The most obvious way:
type Num = {
def +(a: Num): Num
def *(a: Num): Num
}
def pyth[A <: Num](a: A, b: A)(sqrt: A=>A) = sqrt(a * a + b * b)
// usage
pyth(3, 4)(Math.sqrt)
This is horrible for many reasons. First, we have the problem of the recursive type, Num
. This is only allowed if you compile this code with the -Xrecursive
option set to some integer value (5 is probably more than sufficient for numbers). Second, the type Num
is structural, which means that any usage of the members it defines will be compiled into corresponding reflective invocations. Putting it mildly, this version of pyth
is obscenely inefficient, running on the order of several hundred thousand times slower than a conventional implementation. There's no way around the structural type though if you want to define pyth
for any type which defines +
, *
and for which there exists a sqrt
function.
Finally, we come to the most fundamental issue: it's over-complicated. Why bother implementing the function in this way? Practically speaking, the only types it will ever need to apply to are real Scala numbers. Thus, it's easiest just to do the following:
def pyth(a: Double, b: Double) = Math.sqrt(a * a + b * b)
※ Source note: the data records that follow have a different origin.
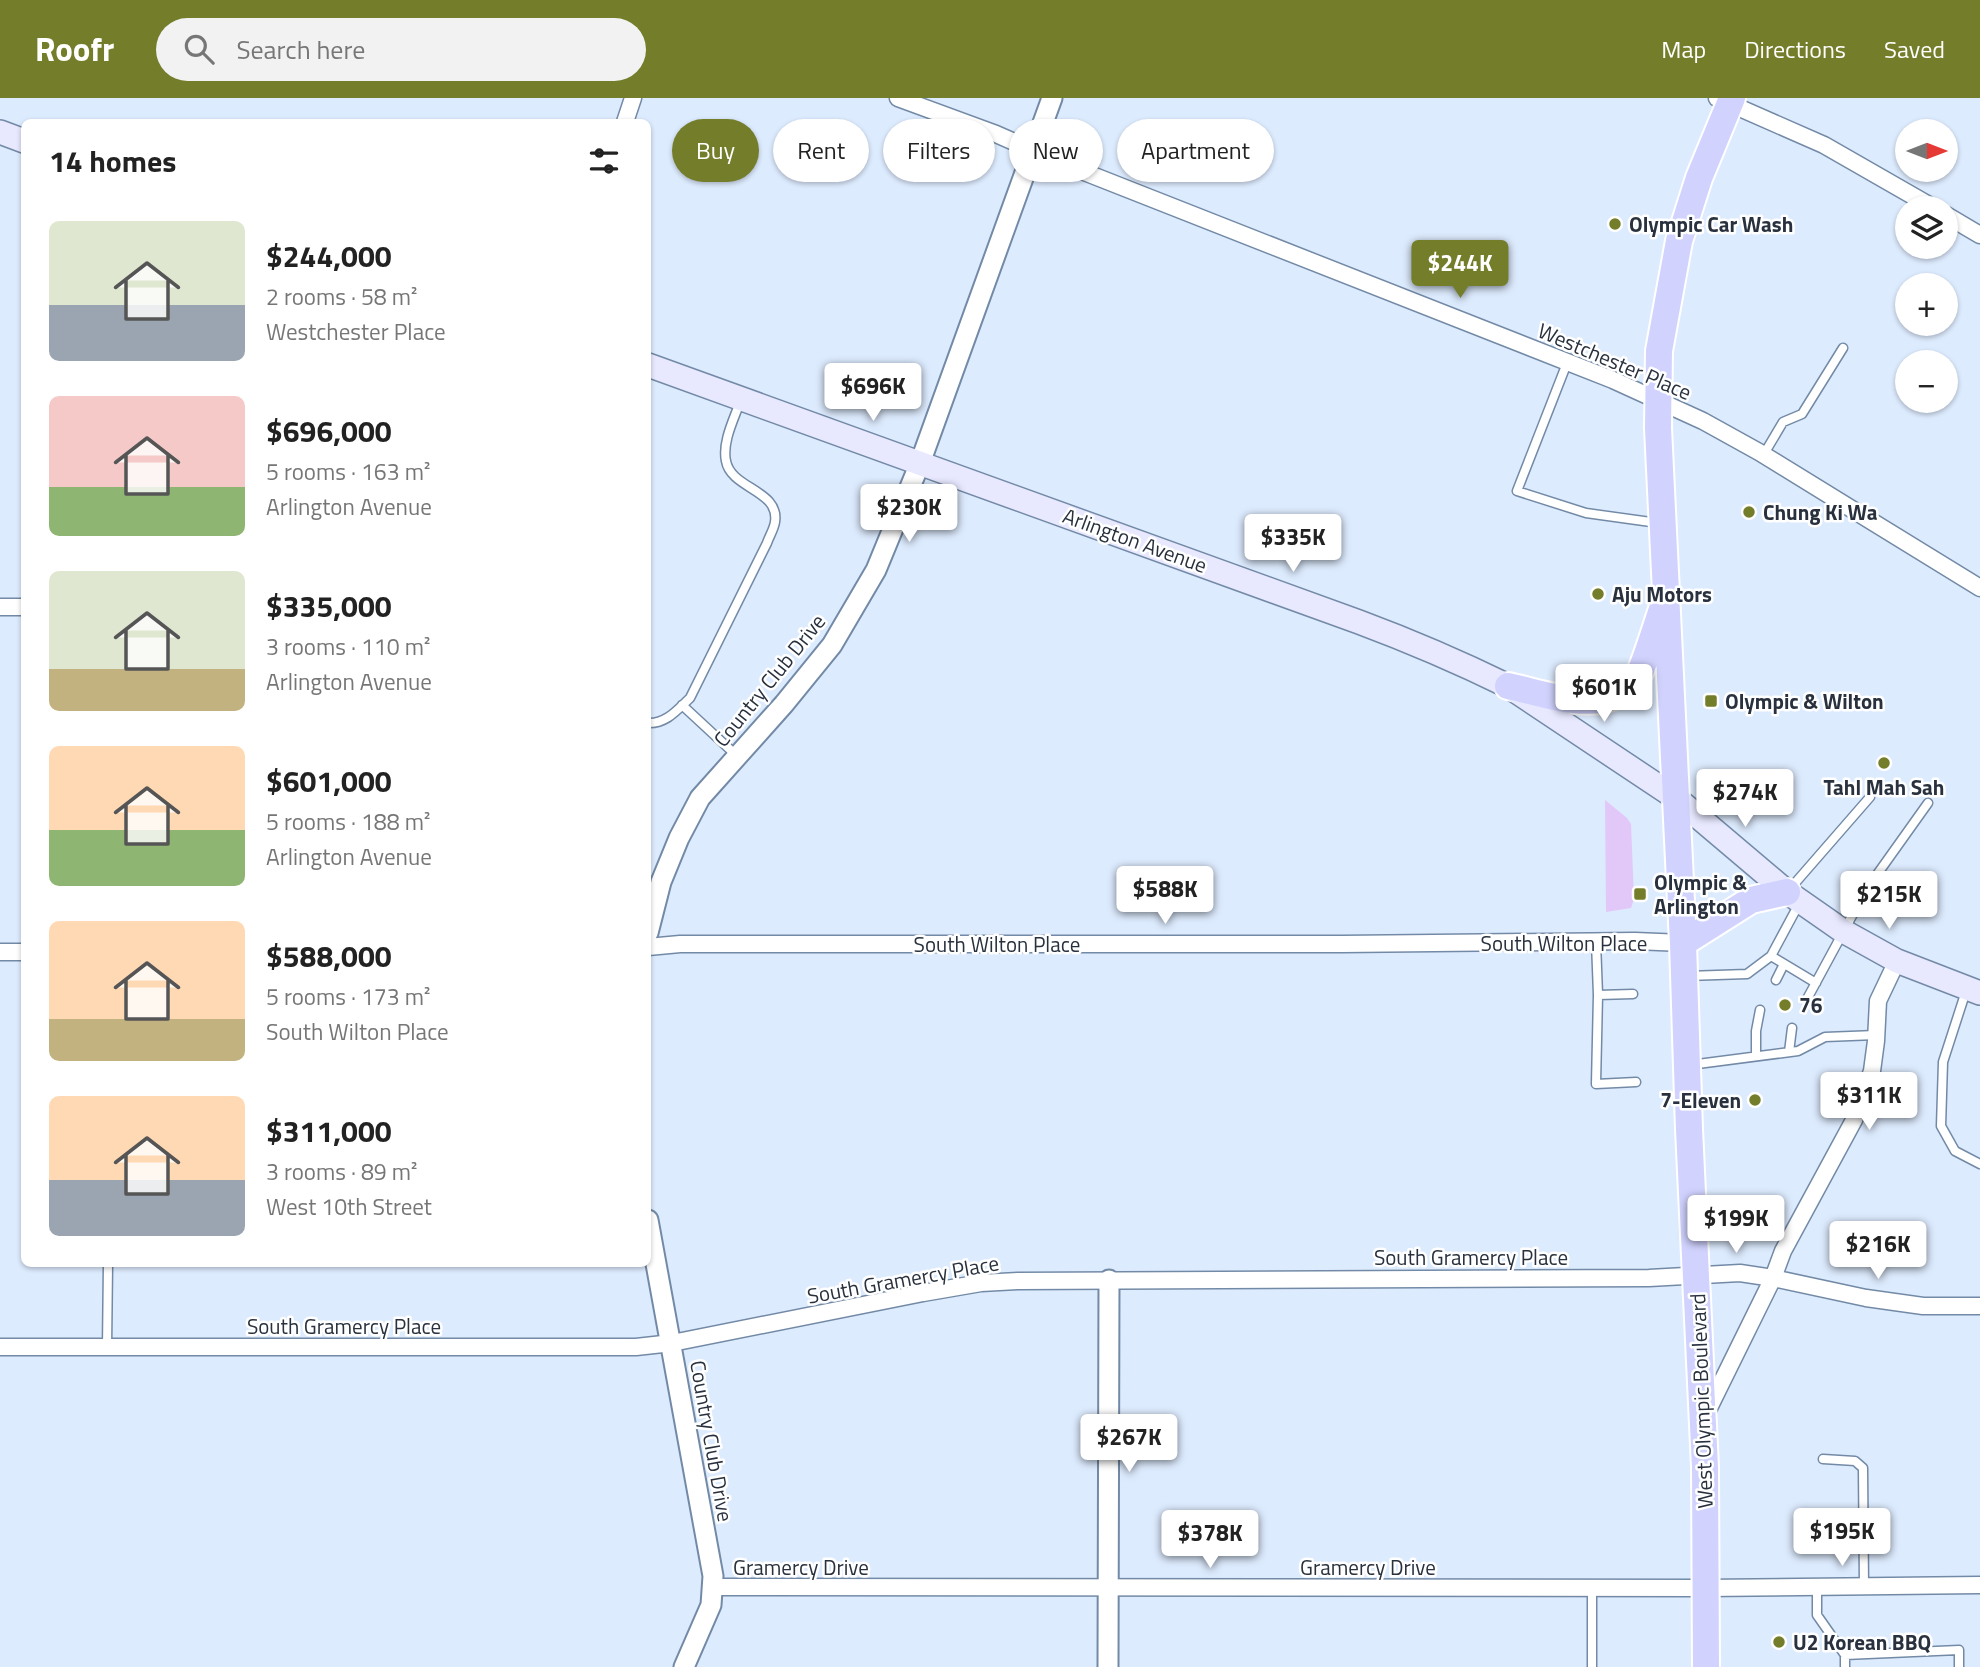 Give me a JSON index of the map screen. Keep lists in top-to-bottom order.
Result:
{
  "streets": {
    "main road": ["Arlington Avenue", "West Olympic Boulevard"],
    "street": [
      "Westchester Place",
      "Country Club Drive",
      "South Wilton Place",
      "South Gramercy Place",
      "Gramercy Drive"
    ]
  },
  "crossings": [
    ["Westchester Place", "West Olympic Boulevard"],
    ["Arlington Avenue", "Country Club Drive"],
    ["Arlington Avenue", "West Olympic Boulevard"],
    ["Country Club Drive", "South Gramercy Place"],
    ["Country Club Drive", "Gramercy Drive"],
    ["South Wilton Place", "West Olympic Boulevard"],
    ["South Gramercy Place", "West Olympic Boulevard"],
    ["West Olympic Boulevard", "Gramercy Drive"]
  ],
  "places": {
    "other": [
      "Olympic Car Wash",
      "Chung Ki Wa",
      "Aju Motors",
      "Tahl Mah Sah",
      "76",
      "7-Eleven",
      "U2 Korean BBQ"
    ],
    "transit": ["Olympic & Wilton", "Olympic & Arlington"]
  },
  "north": "right",
  "page": {
    "header": "Roofr",
    "search": "Search here",
    "nav": ["Map", "Directions", "Saved"],
    "map_buttons": ["+", "−"],
    "chip": [
      "Buy",
      "Rent",
      "Filters",
      "New",
      "Apartment"
    ],
    "heading": "14 homes",
    "list": [
      {
        "name": "$244,000",
        "note": "2 rooms · 58 m² · Westchester Place"
      },
      {
        "name": "$696,000",
        "note": "5 rooms · 163 m² · Arlington Avenue"
      },
      {
        "name": "$335,000",
        "note": "3 rooms · 110 m² · Arlington Avenue"
      },
      {
        "name": "$601,000",
        "note": "5 rooms · 188 m² · Arlington Avenue"
      },
      {
        "name": "$588,000",
        "note": "5 rooms · 173 m² · South Wilton Place"
      },
      {
        "name": "$311,000",
        "note": "3 rooms · 89 m² · West 10th Street"
      }
    ],
    "price": [
      "$244K",
      "$696K",
      "$230K",
      "$335K",
      "$601K",
      "$274K",
      "$588K",
      "$215K",
      "$311K",
      "$199K",
      "$216K",
      "$267K",
      "$195K",
      "$378K"
    ]
  }
} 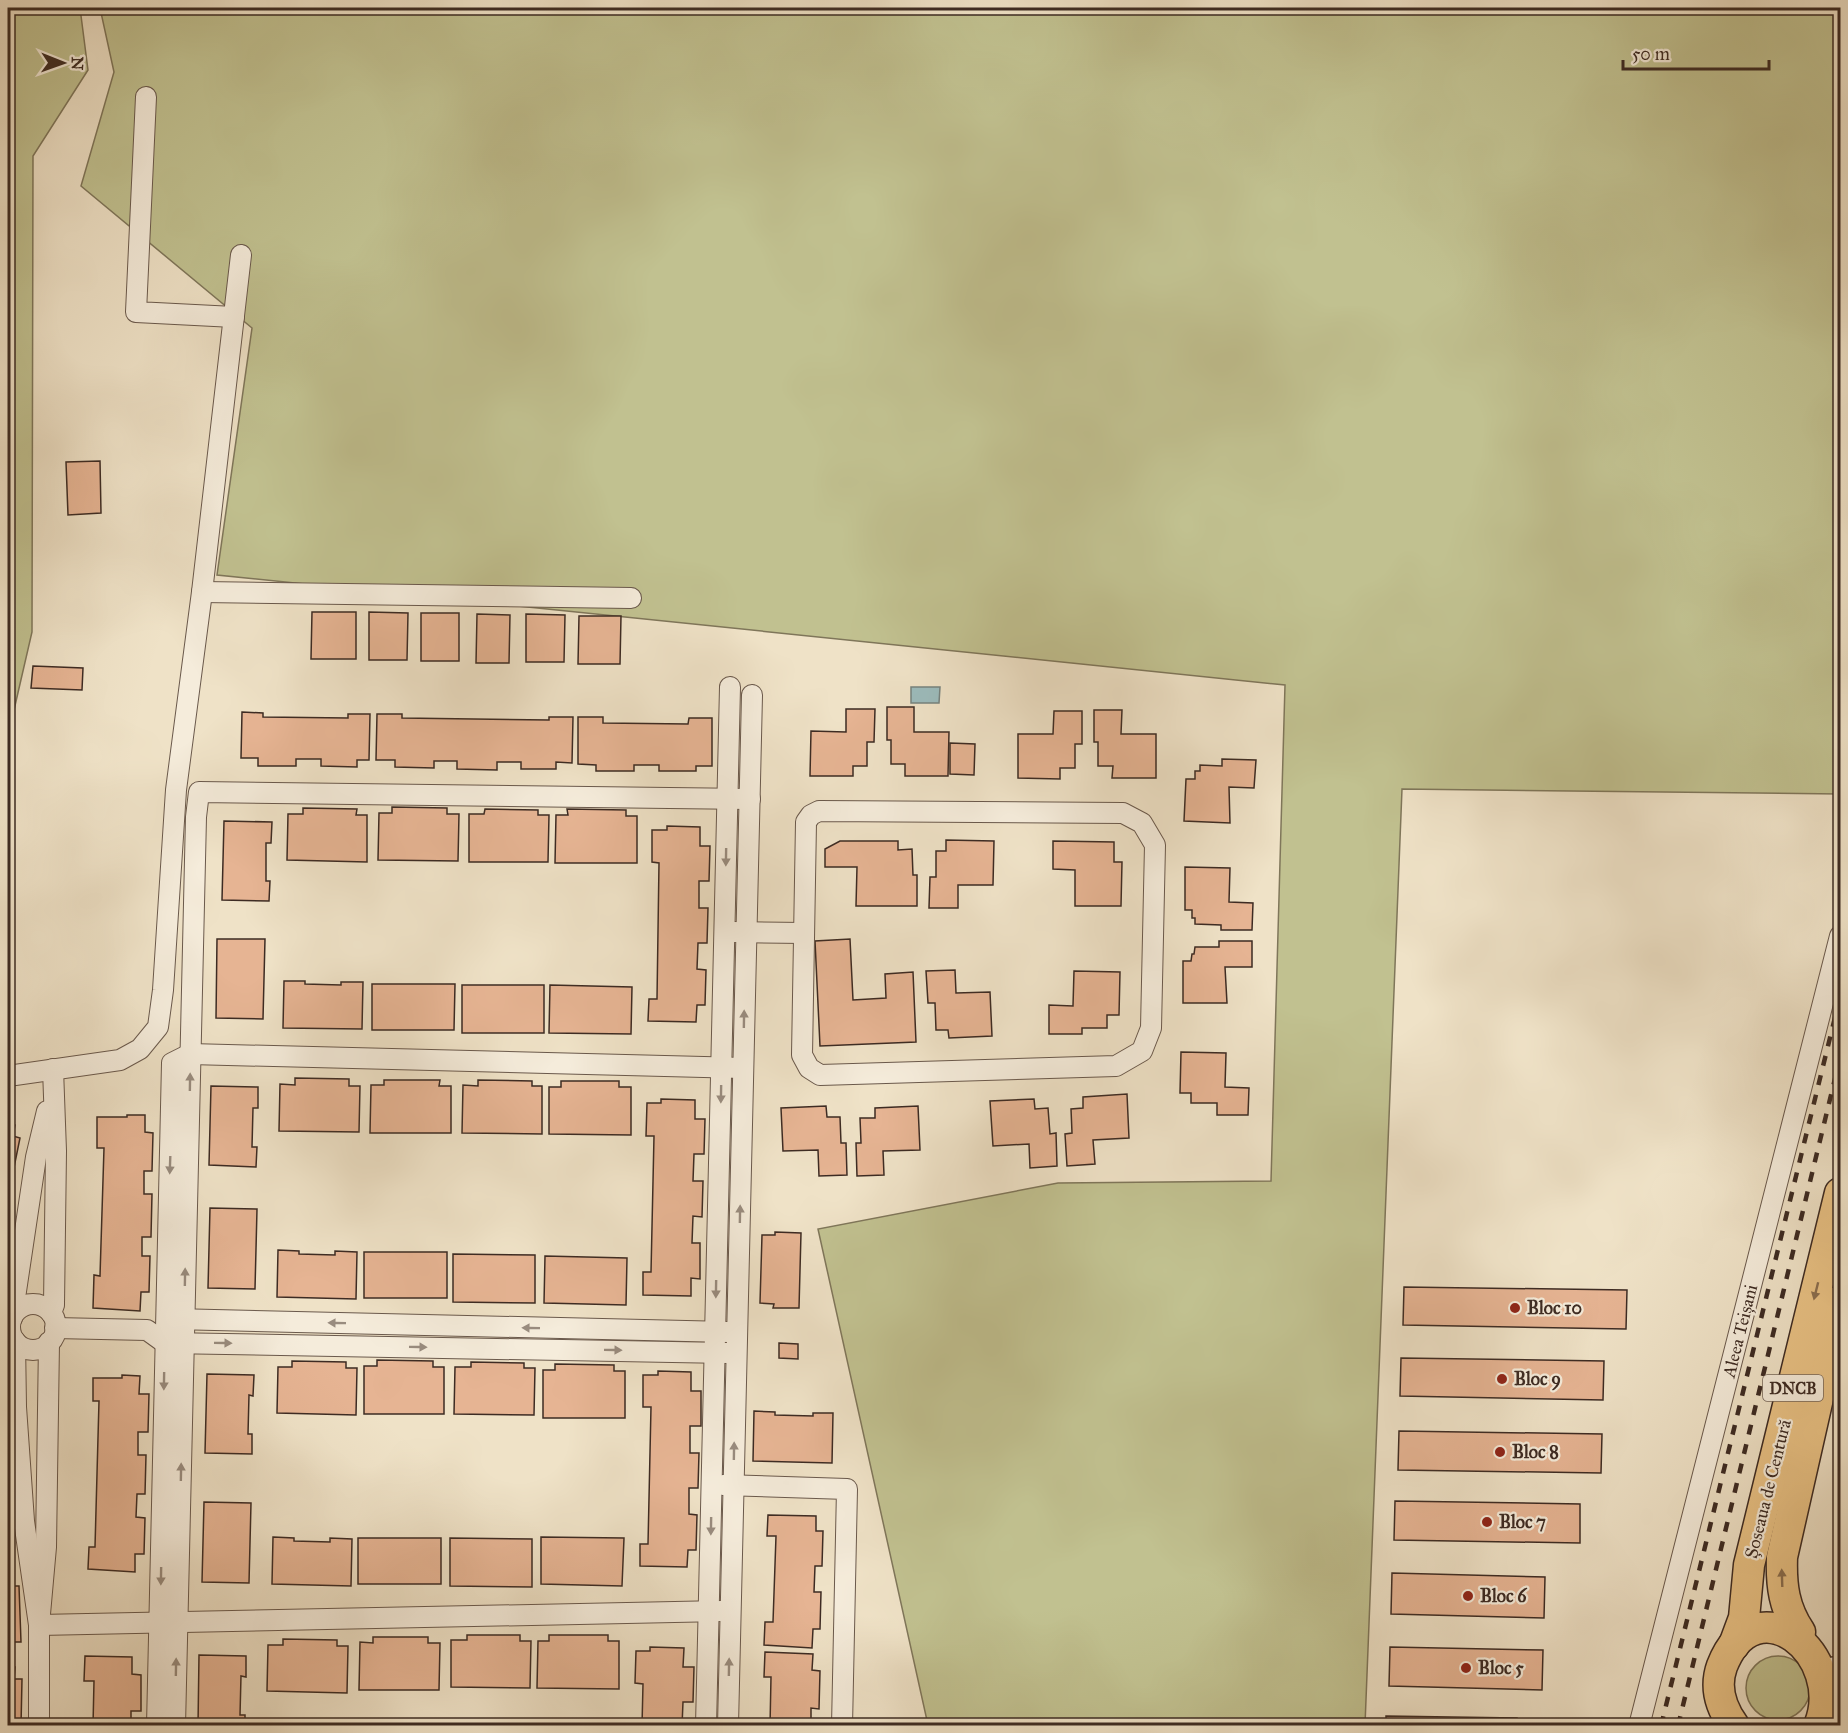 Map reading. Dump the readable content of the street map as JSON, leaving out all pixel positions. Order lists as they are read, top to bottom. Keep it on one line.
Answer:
{"streets":{"main road":["DNCB","Șoseaua de Centură"],"street":["Aleea Teișani"]},"crossings":[["DNCB","Șoseaua de Centură"]],"places":["Bloc 10","Bloc 9","Bloc 8","Bloc 7","Bloc 6","Bloc 5"],"scale_bar":"50 m","north":"right"} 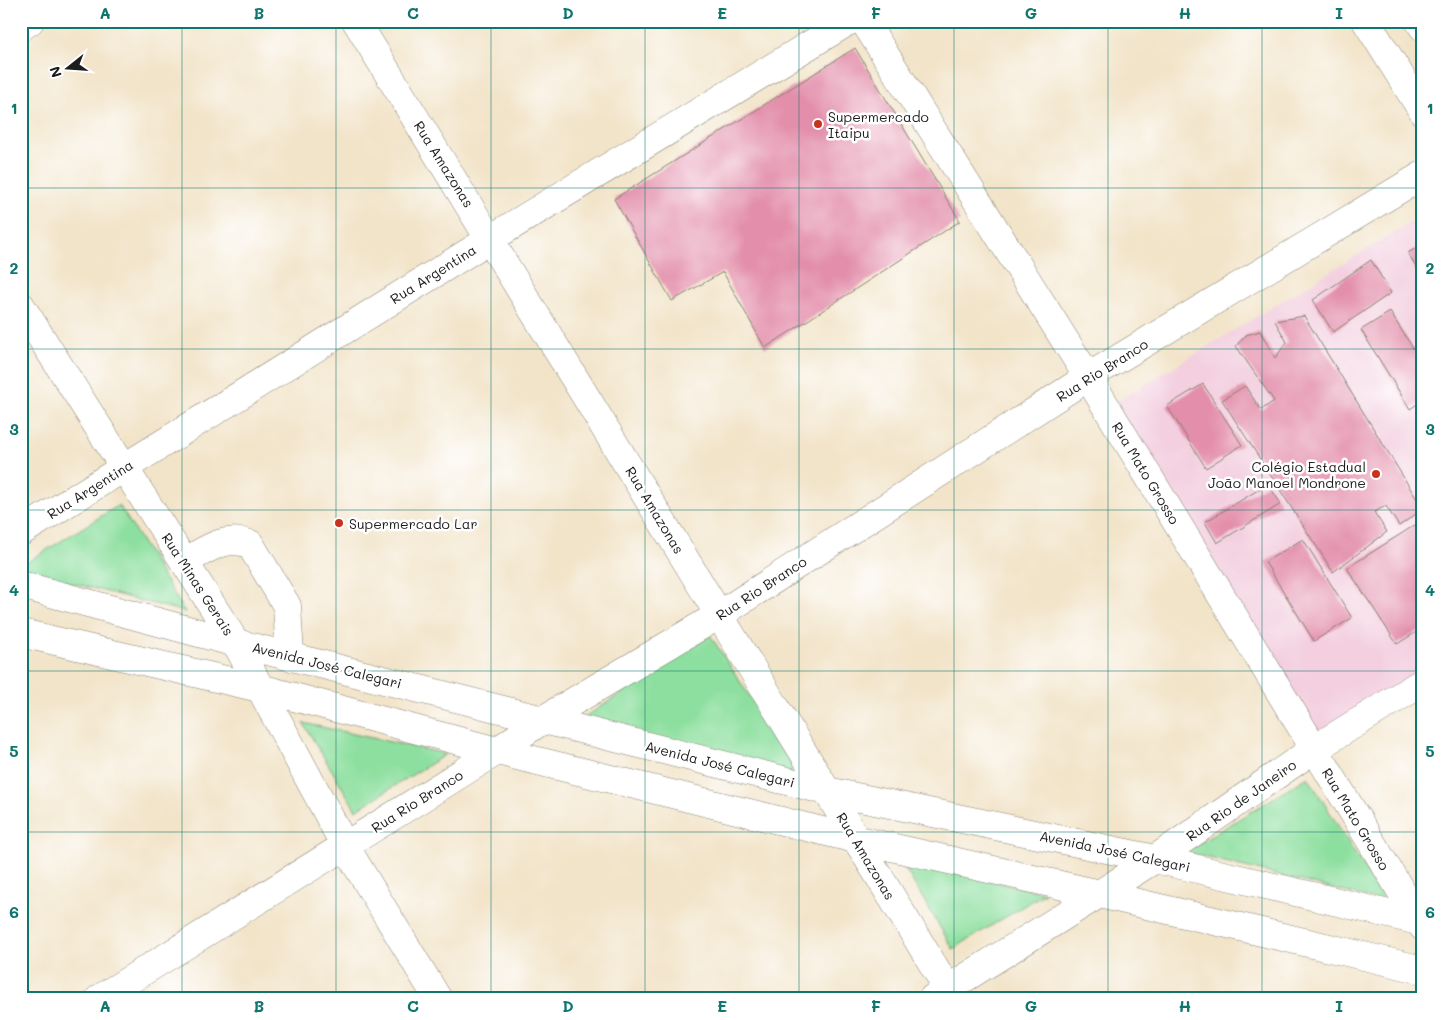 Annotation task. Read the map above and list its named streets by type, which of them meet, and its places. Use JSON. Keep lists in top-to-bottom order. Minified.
{"streets":{"street":["Rua Amazonas","Rua Argentina","Rua Rio Branco","Rua Mato Grosso","Rua Minas Gerais","Avenida José Calegari","Rua Rio de Janeiro"]},"crossings":[["Rua Amazonas","Rua Argentina"],["Rua Amazonas","Rua Rio Branco"],["Rua Amazonas","Avenida José Calegari"],["Rua Amazonas","Rua Rio de Janeiro"],["Rua Argentina","Rua Minas Gerais"],["Rua Rio Branco","Rua Mato Grosso"],["Rua Rio Branco","Rua Minas Gerais"],["Rua Rio Branco","Avenida José Calegari"],["Rua Mato Grosso","Avenida José Calegari"],["Rua Mato Grosso","Rua Rio de Janeiro"],["Rua Minas Gerais","Avenida José Calegari"],["Avenida José Calegari","Rua Rio de Janeiro"]],"places":["Supermercado Itaipu","Colégio Estadual João Manoel Mondrone","Supermercado Lar"],"north":"left","grid":{"columns":["A","B","C","D","E","F","G","H","I"],"rows":["1","2","3","4","5","6"]}}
All problems solved! This function is usable on values of type Double
, Int
, Float
, even odd ones like Short
thanks to the marvels of implicit conversion. While it is true that this function is technically less flexible than our structurally-typed version, it is vastly more efficient and eminently more readable. We may have lost the ability to calculate the Pythagrean theorem for unforeseen types defining +
and *
, but I don't think you're going to miss that ability.